The U.K.'s cost watchdog has done an about-face on the new Sanofi-Aventis heart drug Multaq. After turning down the drug as too expensive and no better than existing treatments, the National Institute for Health and Clinical Excellence has released draft guidance recommending the drug for use in some patients.
We don't have to tell you that the change of heart is good news for the atrial fibrillation treatment--and for Sanofi. The drug is widely seen as a lifeline for the French drugmaker, which soon will face generic competition for its megablockbuster blood thinner Plavix.

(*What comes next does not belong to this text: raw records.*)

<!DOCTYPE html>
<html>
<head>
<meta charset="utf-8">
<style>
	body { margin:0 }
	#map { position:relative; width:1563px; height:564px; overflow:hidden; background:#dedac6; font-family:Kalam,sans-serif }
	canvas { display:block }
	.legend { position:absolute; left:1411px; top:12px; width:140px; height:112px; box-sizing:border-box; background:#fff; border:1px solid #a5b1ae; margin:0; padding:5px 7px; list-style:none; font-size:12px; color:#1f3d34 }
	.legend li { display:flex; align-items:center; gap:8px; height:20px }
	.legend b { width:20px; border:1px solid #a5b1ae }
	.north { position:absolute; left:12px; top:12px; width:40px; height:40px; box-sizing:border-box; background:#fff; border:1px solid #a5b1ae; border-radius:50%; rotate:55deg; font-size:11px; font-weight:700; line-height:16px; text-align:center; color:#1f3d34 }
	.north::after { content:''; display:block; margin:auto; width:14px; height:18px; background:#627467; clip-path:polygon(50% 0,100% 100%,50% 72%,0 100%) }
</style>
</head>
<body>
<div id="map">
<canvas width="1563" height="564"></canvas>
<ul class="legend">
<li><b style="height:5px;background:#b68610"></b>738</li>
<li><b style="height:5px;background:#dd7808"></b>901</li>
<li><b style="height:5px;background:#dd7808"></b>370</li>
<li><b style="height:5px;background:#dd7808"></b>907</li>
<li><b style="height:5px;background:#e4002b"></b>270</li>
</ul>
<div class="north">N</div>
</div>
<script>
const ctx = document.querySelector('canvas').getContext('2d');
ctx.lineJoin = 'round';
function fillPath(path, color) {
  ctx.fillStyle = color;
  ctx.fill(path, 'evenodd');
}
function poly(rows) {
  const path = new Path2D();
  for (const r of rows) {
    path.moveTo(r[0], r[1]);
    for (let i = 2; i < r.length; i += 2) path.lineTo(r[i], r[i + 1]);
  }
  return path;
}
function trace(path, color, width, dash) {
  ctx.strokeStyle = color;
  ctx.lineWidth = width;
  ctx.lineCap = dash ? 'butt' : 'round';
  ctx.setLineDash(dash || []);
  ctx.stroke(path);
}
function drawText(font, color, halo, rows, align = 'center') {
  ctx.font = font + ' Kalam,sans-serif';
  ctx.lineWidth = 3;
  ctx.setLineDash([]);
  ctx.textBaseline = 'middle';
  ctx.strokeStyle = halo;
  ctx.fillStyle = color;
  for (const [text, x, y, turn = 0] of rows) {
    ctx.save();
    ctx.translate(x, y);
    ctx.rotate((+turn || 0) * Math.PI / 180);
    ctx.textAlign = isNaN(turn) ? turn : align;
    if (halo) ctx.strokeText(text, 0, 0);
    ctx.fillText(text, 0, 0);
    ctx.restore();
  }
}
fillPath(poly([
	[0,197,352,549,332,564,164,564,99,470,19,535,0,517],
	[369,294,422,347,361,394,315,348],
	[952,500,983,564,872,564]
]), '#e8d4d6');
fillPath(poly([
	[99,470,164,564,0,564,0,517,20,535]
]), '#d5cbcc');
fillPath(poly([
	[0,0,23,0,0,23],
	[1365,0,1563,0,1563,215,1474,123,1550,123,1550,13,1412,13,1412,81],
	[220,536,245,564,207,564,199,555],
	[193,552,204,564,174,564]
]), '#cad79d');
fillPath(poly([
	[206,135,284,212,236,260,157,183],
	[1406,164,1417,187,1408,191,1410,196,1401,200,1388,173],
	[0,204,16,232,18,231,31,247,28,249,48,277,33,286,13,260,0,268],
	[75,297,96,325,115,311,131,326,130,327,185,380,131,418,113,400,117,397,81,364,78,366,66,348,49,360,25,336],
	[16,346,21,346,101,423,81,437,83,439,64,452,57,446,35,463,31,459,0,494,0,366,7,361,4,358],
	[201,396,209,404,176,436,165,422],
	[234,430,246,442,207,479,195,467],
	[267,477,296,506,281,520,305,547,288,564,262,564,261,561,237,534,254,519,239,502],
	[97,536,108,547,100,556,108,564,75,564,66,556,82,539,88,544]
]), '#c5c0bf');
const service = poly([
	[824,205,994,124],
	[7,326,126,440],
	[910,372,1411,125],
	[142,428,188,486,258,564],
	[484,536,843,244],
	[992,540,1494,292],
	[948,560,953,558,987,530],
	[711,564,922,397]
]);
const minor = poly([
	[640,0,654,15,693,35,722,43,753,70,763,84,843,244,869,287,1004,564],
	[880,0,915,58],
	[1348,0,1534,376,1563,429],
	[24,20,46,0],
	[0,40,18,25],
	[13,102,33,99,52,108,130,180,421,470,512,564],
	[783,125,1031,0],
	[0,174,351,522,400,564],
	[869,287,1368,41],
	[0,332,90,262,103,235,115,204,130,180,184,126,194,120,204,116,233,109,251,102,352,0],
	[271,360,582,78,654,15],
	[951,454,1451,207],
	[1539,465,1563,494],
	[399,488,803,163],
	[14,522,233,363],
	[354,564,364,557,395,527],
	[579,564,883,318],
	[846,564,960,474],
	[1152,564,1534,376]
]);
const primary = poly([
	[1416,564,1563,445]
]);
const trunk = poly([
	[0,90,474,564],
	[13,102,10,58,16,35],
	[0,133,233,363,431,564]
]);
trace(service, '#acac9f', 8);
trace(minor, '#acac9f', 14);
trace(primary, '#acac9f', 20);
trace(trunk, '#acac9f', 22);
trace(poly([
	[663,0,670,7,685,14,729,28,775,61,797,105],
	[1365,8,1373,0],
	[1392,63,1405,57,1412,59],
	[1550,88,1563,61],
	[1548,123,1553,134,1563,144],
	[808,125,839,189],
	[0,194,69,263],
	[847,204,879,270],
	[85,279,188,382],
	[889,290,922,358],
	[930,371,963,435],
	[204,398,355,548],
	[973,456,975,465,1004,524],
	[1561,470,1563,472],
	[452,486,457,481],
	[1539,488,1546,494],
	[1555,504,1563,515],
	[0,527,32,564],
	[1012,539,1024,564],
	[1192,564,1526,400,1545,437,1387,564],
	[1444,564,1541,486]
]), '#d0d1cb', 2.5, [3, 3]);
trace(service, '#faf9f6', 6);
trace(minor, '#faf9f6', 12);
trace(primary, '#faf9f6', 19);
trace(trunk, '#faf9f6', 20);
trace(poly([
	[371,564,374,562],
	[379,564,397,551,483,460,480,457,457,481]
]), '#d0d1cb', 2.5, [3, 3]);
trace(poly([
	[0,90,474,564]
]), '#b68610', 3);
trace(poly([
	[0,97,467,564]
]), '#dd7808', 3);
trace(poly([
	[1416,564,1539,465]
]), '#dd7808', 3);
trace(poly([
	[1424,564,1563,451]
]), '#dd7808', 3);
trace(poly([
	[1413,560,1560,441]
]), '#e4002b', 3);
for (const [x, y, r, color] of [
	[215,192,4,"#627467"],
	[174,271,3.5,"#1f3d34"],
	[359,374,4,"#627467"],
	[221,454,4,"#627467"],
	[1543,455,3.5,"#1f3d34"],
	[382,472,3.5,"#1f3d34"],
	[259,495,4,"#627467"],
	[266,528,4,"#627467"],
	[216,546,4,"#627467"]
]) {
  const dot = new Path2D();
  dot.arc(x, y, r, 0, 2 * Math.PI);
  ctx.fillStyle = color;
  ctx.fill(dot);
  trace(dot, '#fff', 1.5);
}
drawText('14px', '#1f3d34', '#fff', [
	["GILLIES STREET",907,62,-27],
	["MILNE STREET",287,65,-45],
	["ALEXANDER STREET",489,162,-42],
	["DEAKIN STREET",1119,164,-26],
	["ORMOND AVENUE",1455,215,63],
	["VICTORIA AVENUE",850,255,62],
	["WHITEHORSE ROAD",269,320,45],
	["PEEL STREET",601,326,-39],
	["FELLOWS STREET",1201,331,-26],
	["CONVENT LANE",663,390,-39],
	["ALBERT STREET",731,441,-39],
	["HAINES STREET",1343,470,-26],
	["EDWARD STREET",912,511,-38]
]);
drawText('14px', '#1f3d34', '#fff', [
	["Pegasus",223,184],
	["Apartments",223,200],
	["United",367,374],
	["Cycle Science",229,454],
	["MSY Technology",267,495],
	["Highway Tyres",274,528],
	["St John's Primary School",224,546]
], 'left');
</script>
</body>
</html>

But Multaq hasn't gotten off to a roaring start on the sales side. And that's at least in part because regulators like NICE haven't embraced it. Just last week, news emerged that French officials weren't exactly thrilled with the new drug; they plan to set reimbursement for it at about 35 percent, French media reported.
In relenting, NICE could help turn the tide. Although the agency is recommending its use only as a second-line treatment, it did grant Multaq one clear advantage. "Whilst dronedarone has not been shown to be as effective as existing treatment options in controlling atrial fibrillation, and is more expensive," NICE chief Andrew Dillon says in a statement, "short term evidence suggests that it is associated with fewer side effects." Whether that will be enough to make Multaq into a blockbuster remains to be seen.